You may disagree, as is the wont of Man throughout his history. Violence of some kind — especially if it comes with a regulatory bent — is, it's often argued, necessary.

There is an illustrative example in the difference between the central figures in the Iliad and the Odyssey and the ways in which they are considered heroic, for example. The brute strength and blind rage of Achilles was honored above all in Ancient Greece prior to and during most of the Trojan War, but when the demigod was felled by Paris' arrow, a new kind of hero emerged. The guile and sagacity of Odysseus, and his Trojan Horse, was what allowed the Greek army to breach the otherwise unbreachable walls of Troy, and with minimal attrition, through deception rather than fighting to the death in front of them one-by-one, as was his predecessor's preference. That does not, however, mean there was no place for violence to be glorified in Greek society after the end of that war; after all, look at the way Odysseus slaughters the suitors hoping to take his wife and title upon his return. There was room for that kind of "honor" as well, even as its worst practitioners were being driven from the society.

Everyone agrees this is happening. The evidence is very clearly mounting in favor of what Burke called the "Greenpeace folks," and yet there is still concern from some corners that not letting two willing combatants break each other's noses and knuckles will in some way lead to the erosion of the very fabric of What Makes Hockey Great, whatever that is.

For all the talk that this kind of thing is definitely going on and either will or won't have the a certain effect on the quality of the sport at the NHL level, depending on your point of view, the prevalence of fighting in the NHL's preseason is still comically and needlessly high.

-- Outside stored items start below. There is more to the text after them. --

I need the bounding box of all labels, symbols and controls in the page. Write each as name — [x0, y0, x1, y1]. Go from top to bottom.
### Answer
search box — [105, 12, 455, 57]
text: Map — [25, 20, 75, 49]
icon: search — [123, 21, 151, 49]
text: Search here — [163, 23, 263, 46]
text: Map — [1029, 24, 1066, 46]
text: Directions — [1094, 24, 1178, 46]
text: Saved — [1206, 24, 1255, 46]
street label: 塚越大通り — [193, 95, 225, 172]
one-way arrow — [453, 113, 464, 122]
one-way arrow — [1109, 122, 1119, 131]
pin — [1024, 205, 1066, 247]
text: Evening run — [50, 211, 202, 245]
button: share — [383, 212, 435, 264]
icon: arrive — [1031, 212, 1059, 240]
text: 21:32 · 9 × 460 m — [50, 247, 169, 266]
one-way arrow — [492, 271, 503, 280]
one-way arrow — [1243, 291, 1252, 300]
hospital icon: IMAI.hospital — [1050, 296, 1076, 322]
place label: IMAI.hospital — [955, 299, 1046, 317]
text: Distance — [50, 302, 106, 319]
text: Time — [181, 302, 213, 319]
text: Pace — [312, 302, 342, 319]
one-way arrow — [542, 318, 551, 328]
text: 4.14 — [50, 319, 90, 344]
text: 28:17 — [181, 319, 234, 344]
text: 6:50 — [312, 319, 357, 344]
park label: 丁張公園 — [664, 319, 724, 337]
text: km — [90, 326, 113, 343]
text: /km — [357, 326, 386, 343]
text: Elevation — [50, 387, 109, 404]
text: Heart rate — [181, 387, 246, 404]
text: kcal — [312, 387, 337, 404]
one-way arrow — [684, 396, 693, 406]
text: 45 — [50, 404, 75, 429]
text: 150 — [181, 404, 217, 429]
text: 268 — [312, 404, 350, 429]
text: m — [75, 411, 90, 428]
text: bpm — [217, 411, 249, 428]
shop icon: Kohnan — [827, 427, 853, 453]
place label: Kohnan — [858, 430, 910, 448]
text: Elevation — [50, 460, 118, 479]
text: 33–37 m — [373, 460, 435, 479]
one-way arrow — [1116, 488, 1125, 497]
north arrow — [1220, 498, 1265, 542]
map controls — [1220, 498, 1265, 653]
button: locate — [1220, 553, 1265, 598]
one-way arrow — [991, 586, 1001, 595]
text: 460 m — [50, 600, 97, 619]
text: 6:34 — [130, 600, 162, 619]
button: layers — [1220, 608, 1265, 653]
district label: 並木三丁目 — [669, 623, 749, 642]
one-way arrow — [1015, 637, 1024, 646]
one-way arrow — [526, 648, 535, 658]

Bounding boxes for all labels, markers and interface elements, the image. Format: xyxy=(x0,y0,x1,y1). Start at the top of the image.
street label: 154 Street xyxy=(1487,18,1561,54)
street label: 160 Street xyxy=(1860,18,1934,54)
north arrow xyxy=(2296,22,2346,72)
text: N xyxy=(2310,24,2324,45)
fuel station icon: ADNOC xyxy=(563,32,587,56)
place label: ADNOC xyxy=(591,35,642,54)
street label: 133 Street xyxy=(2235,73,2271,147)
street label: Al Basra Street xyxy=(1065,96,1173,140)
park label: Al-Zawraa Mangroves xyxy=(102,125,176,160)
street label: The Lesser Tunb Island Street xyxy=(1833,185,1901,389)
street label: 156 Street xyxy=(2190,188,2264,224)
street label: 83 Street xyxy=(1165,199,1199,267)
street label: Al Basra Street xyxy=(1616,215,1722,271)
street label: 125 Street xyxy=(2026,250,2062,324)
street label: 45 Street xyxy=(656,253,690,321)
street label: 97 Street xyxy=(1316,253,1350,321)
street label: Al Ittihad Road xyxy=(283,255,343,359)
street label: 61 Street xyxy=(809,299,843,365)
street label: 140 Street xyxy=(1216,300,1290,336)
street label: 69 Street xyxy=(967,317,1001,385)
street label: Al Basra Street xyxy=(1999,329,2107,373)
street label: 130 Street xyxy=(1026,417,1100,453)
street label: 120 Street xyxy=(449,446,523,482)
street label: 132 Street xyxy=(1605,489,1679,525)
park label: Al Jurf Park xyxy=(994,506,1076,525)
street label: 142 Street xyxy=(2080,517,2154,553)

A quick look at the schedule on the NHL's site shows that there were 34 preseason games played between Saturday and Wednesday night, of which 27 actually had box scores (how any NHL games, exhibition or not, are being played without box scores being compiled in 2013 is beyond me, but that's another discussion). In those games there were a total of 20 fights. This number of fights per game (.74) is actually down from the number seen in preseason games over the previous 11 seasons (1.1), but leaving aside some 20 percent of all exhibitions to that point is obviously a notably large sample to ignore.

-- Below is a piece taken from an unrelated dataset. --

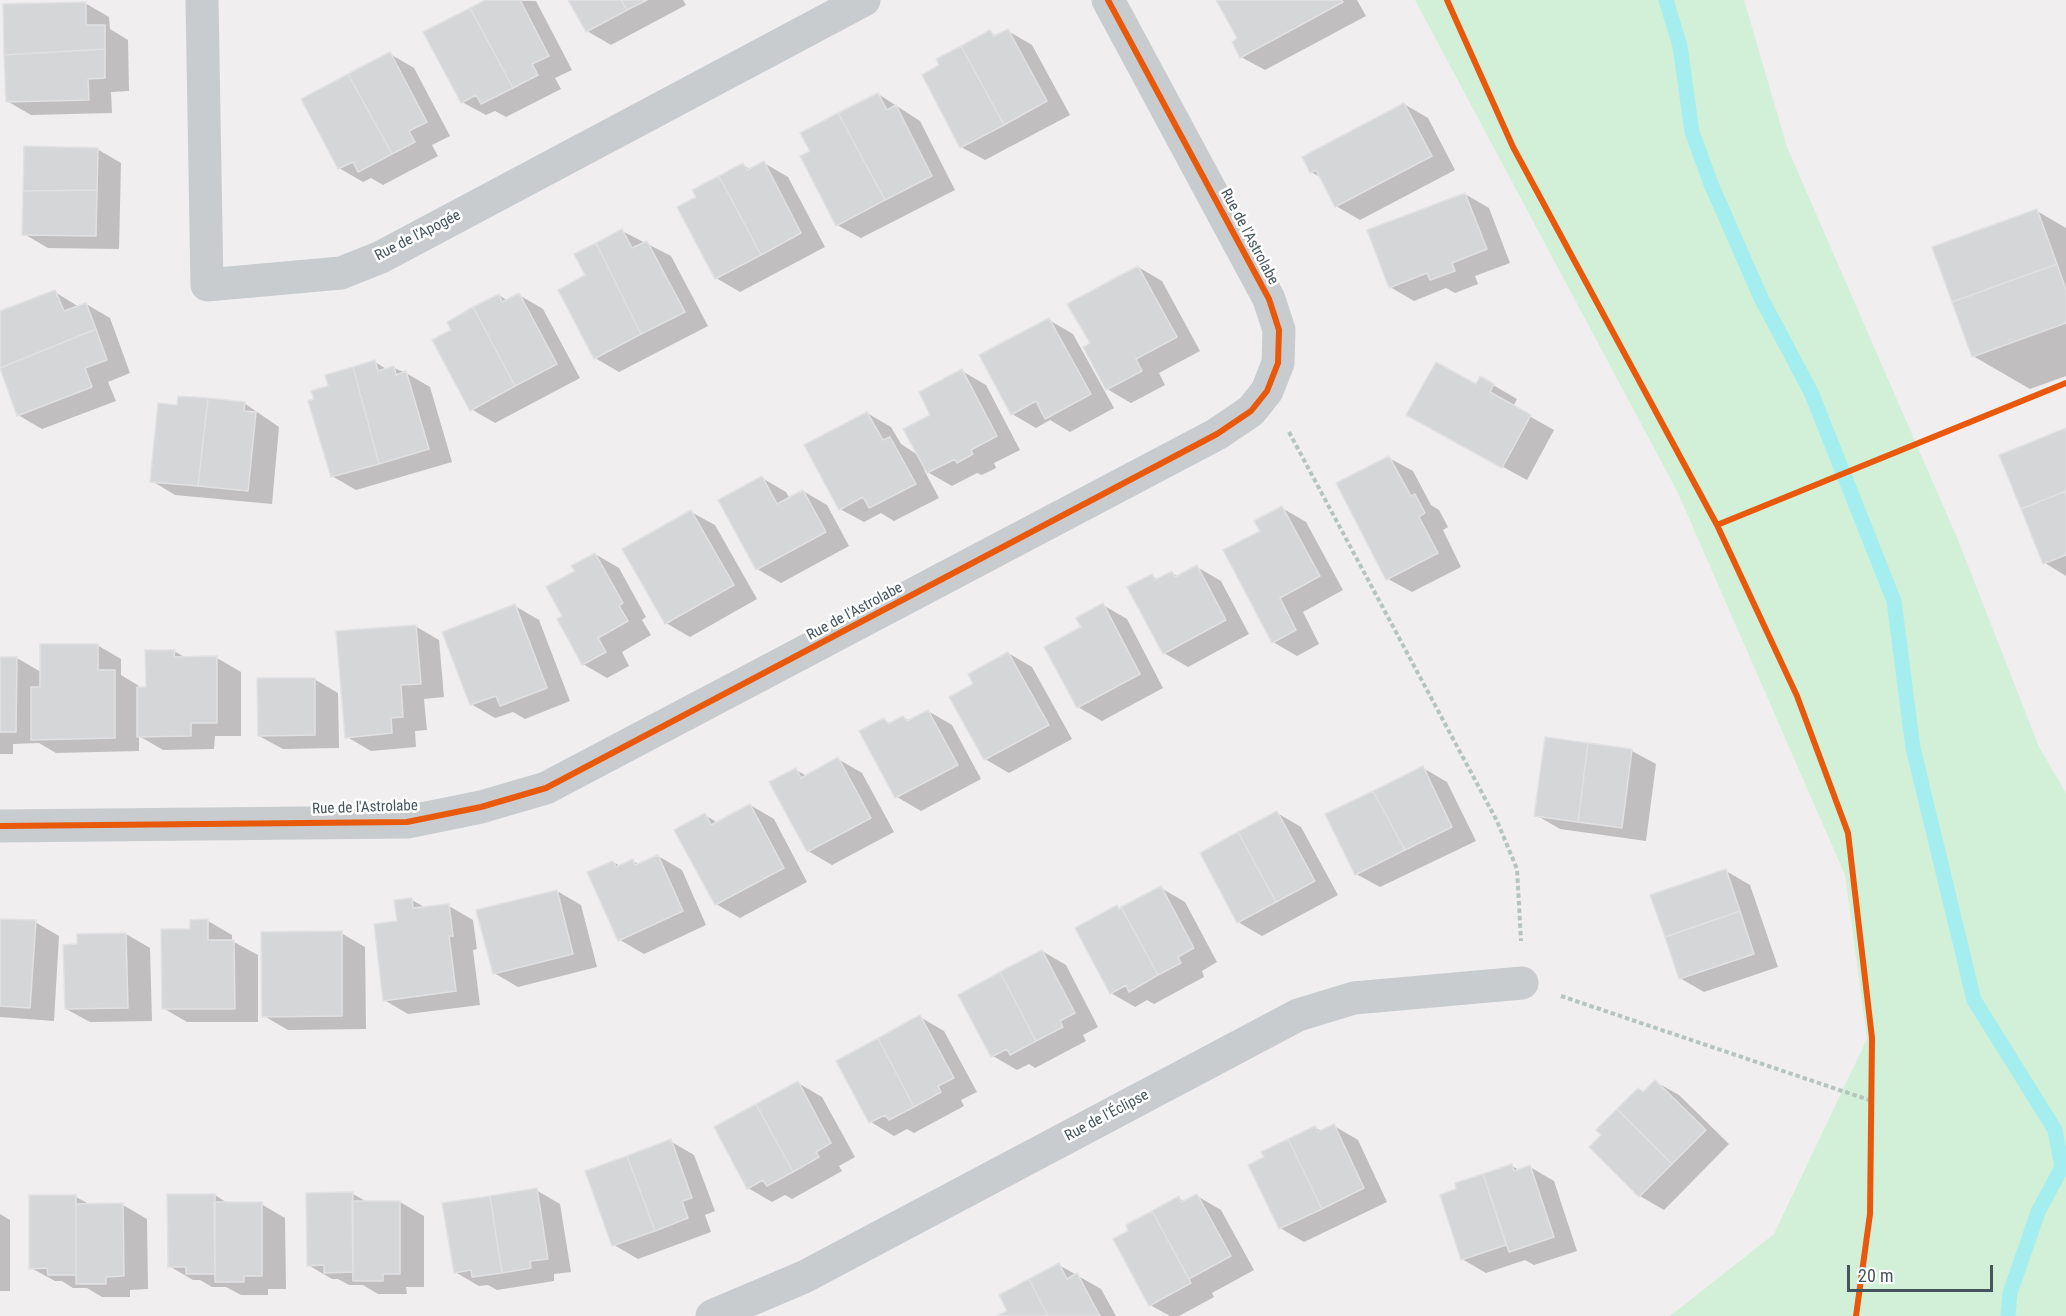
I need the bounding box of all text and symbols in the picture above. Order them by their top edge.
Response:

In fact, one of the games for which no box score was available apparently looked more like an ECW taping circa 1995 than an actual hockey game: When the Senators and Flames faced off on Monday, there were a whopping four fights in the game. Matt Stajan of all people fought Michael Sdao, and later in the game, Brian McGrattan did the same. Shane O'Brien took on Mark Borowiecki, and prospect Patrick Sieloff dropped 'em with Darren Kramer. This is, I think we'd all agree despite our political leanings on the subject, entirely too many bouts, an exhausting amount.

Said Stajan on the subject, "Obviously everybody is trying to make a name for themselves and trying to get a job in the best league in the world. That's hockey. It’s part of the game, you're going to see that in scrimmages, you're going to see that in exhibition games, and you're going to see that during the season."

That's hockey, indeed.

"Everybody," in this case, seems to refer primarily to Sdao, a seventh-round Sens pick who frankly stinks at hockey, and whose only chance of making the show is punching his way past the sign that says in big red letters, "Must be this skilled to ride," after he realizes his own talent falls a good 6,000 feet short. Plenty of guys have obviously made a good living doing what he hopes to, and with some teams still feeling a little like they need to engage in this kind of dinosaurism, he still might have a chance.

To wit, here's one of several resident Flames tough guys Tim Jackman on his team's No. 1 center, and top defensive prospect, among others, throwing hands in entirely meaningless games and really only doing the other team any favors: "You know what? It's good. It's good to see guys step up and play physical. Guys want to be here. Guys want to earn their job. Guys want to play in the NHL. So you've got to do some things that you're normally not doing all the time."

The idea, obviously, that Matt Stajan, Shane O'Brien or Brian McGrattan wouldn't make the club without fighting is the kind of thing you'd have to be truly stupid to actually believe. As for Sieloff, well, if a willingness to fight on a team already featuring a handful of heavyweights is really the determining factor for keeping him around (and because Calgary has seven defensemen on one-way deals, it probably won't be), then the organization's priorities are crap anyway.

Of course, your mileage on that may vary because you-know-who is now its de facto GM (with all apologies to Jay Feaster). Jackman himself noted:

"Everyone knows the kinds of teams that [Brian Burke] likes, and the way that he wants them to play."

But again, this all ultimately means nothing. Burke should be smart enough to not be impressed by this kind of nonsense. "Standing up for your teammates" against guys who are going to be lucky to sniff more than six minutes a night in the AHL all season before calling it a career at 27 is pointless, and has no bearing on the regular season, despite what Stajan says. And not just because Sdao won't be there to get in four fights in his first three exhibitions. The number of scraps per preseason game from 2000-01 to 2011-12 (to repeat, it's a little shy of 1.1) is more than double the numbers compiled in the regular season during that same time (.53).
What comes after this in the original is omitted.